## REQUIREMENT
Include only the line with "For a GIS import: Parse" and the lines after it, each reproduced exactly as it stands in the entries below.

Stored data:
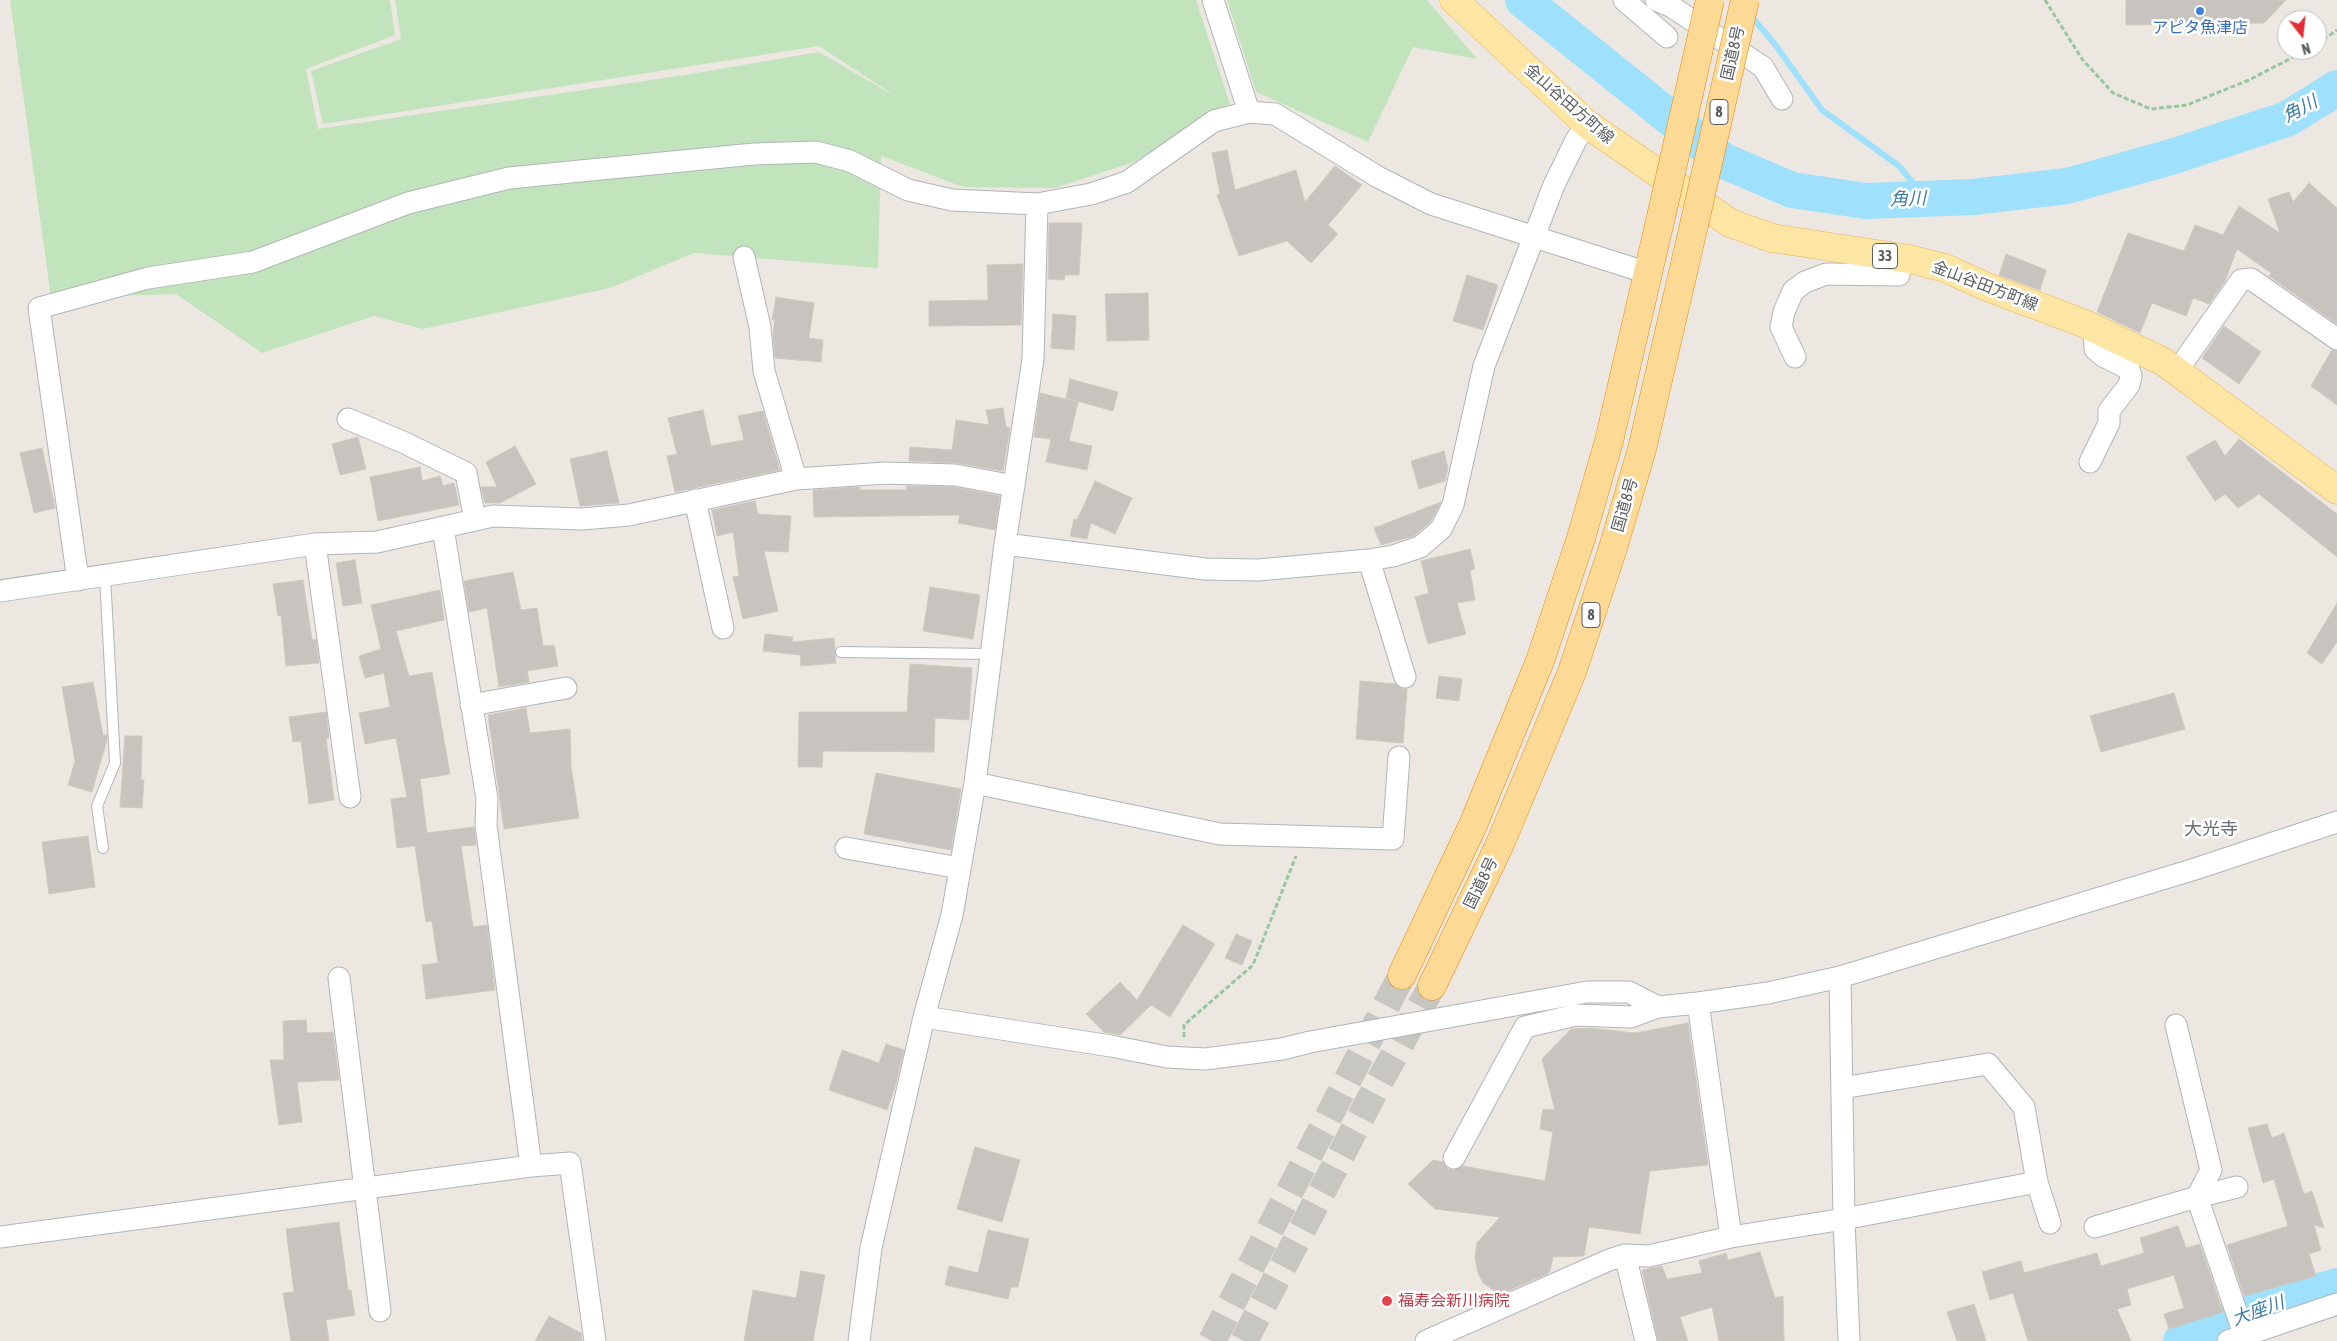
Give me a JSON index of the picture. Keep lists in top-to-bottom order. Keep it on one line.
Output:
{"streets":{"highway":["国道8号","8"],"main road":["金山谷田方町線","33"]},"districts":["大光寺"],"water":["角川","大座川"],"places":["アピタ魚津店","福寿会新川病院"],"north":"bottom"}
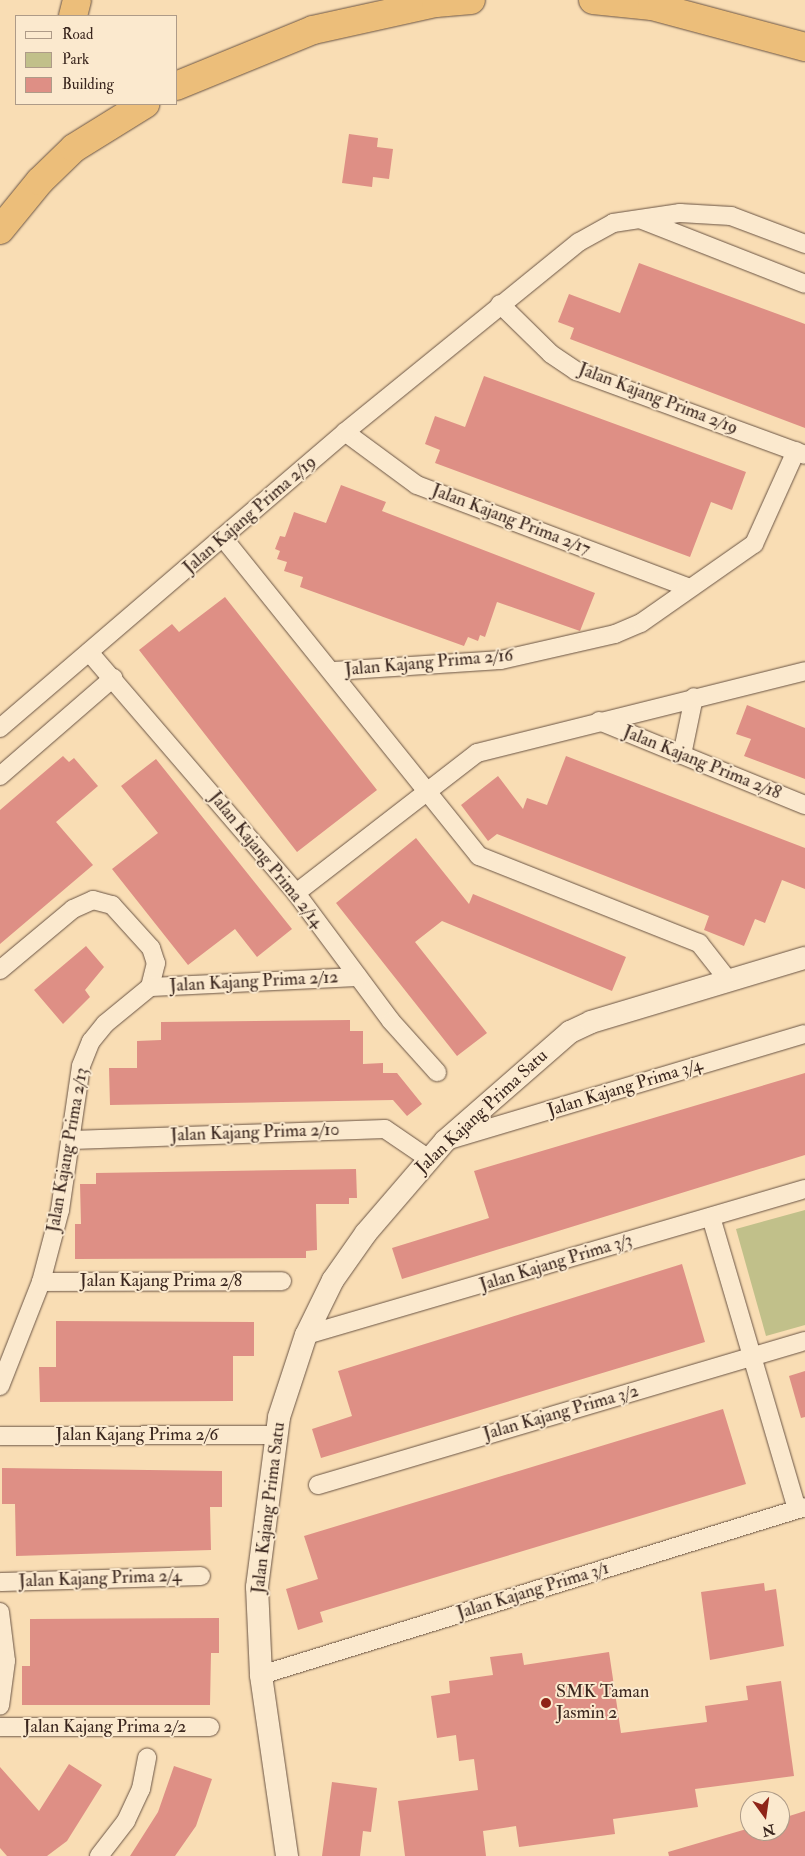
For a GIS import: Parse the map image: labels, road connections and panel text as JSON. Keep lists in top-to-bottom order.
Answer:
{
  "streets": {
    "street": [
      "Jalan Kajang Prima 2/19",
      "Jalan Kajang Prima 2/17",
      "Jalan Kajang Prima 2/16",
      "Jalan Kajang Prima 2/18",
      "Jalan Kajang Prima 2/14",
      "Jalan Kajang Prima 2/12",
      "Jalan Kajang Prima 3/4",
      "Jalan Kajang Prima Satu",
      "Jalan Kajang Prima 2/10",
      "Jalan Kajang Prima 2/13",
      "Jalan Kajang Prima 3/3",
      "Jalan Kajang Prima 2/8",
      "Jalan Kajang Prima 3/2",
      "Jalan Kajang Prima 2/6",
      "Jalan Kajang Prima 2/4",
      "Jalan Kajang Prima 3/1",
      "Jalan Kajang Prima 2/2"
    ]
  },
  "crossings": [
    ["Jalan Kajang Prima 2/19", "Jalan Kajang Prima 2/17"],
    ["Jalan Kajang Prima 2/19", "Jalan Kajang Prima 2/16"],
    ["Jalan Kajang Prima 2/19", "Jalan Kajang Prima 2/14"],
    ["Jalan Kajang Prima 2/17", "Jalan Kajang Prima 2/16"],
    ["Jalan Kajang Prima 2/16", "Jalan Kajang Prima Satu"],
    ["Jalan Kajang Prima 2/14", "Jalan Kajang Prima 2/12"],
    ["Jalan Kajang Prima 2/12", "Jalan Kajang Prima 2/13"],
    ["Jalan Kajang Prima 3/4", "Jalan Kajang Prima Satu"],
    ["Jalan Kajang Prima Satu", "Jalan Kajang Prima 2/10"],
    ["Jalan Kajang Prima Satu", "Jalan Kajang Prima 3/3"],
    ["Jalan Kajang Prima Satu", "Jalan Kajang Prima 2/6"],
    ["Jalan Kajang Prima Satu", "Jalan Kajang Prima 3/1"],
    ["Jalan Kajang Prima 2/10", "Jalan Kajang Prima 2/13"],
    ["Jalan Kajang Prima 2/13", "Jalan Kajang Prima 2/8"]
  ],
  "places": ["SMK Taman Jasmin 2"],
  "legend": ["Road", "Park", "Building"],
  "north": "bottom"
}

## TASK SOLUTION
For a GIS import: Parse the map image: labels, road connections and panel text as JSON. Keep lists in top-to-bottom order.
Answer:
{
  "streets": {
    "street": [
      "Jalan Kajang Prima 2/19",
      "Jalan Kajang Prima 2/17",
      "Jalan Kajang Prima 2/16",
      "Jalan Kajang Prima 2/18",
      "Jalan Kajang Prima 2/14",
      "Jalan Kajang Prima 2/12",
      "Jalan Kajang Prima 3/4",
      "Jalan Kajang Prima Satu",
      "Jalan Kajang Prima 2/10",
      "Jalan Kajang Prima 2/13",
      "Jalan Kajang Prima 3/3",
      "Jalan Kajang Prima 2/8",
      "Jalan Kajang Prima 3/2",
      "Jalan Kajang Prima 2/6",
      "Jalan Kajang Prima 2/4",
      "Jalan Kajang Prima 3/1",
      "Jalan Kajang Prima 2/2"
    ]
  },
  "crossings": [
    ["Jalan Kajang Prima 2/19", "Jalan Kajang Prima 2/17"],
    ["Jalan Kajang Prima 2/19", "Jalan Kajang Prima 2/16"],
    ["Jalan Kajang Prima 2/19", "Jalan Kajang Prima 2/14"],
    ["Jalan Kajang Prima 2/17", "Jalan Kajang Prima 2/16"],
    ["Jalan Kajang Prima 2/16", "Jalan Kajang Prima Satu"],
    ["Jalan Kajang Prima 2/14", "Jalan Kajang Prima 2/12"],
    ["Jalan Kajang Prima 2/12", "Jalan Kajang Prima 2/13"],
    ["Jalan Kajang Prima 3/4", "Jalan Kajang Prima Satu"],
    ["Jalan Kajang Prima Satu", "Jalan Kajang Prima 2/10"],
    ["Jalan Kajang Prima Satu", "Jalan Kajang Prima 3/3"],
    ["Jalan Kajang Prima Satu", "Jalan Kajang Prima 2/6"],
    ["Jalan Kajang Prima Satu", "Jalan Kajang Prima 3/1"],
    ["Jalan Kajang Prima 2/10", "Jalan Kajang Prima 2/13"],
    ["Jalan Kajang Prima 2/13", "Jalan Kajang Prima 2/8"]
  ],
  "places": ["SMK Taman Jasmin 2"],
  "legend": ["Road", "Park", "Building"],
  "north": "bottom"
}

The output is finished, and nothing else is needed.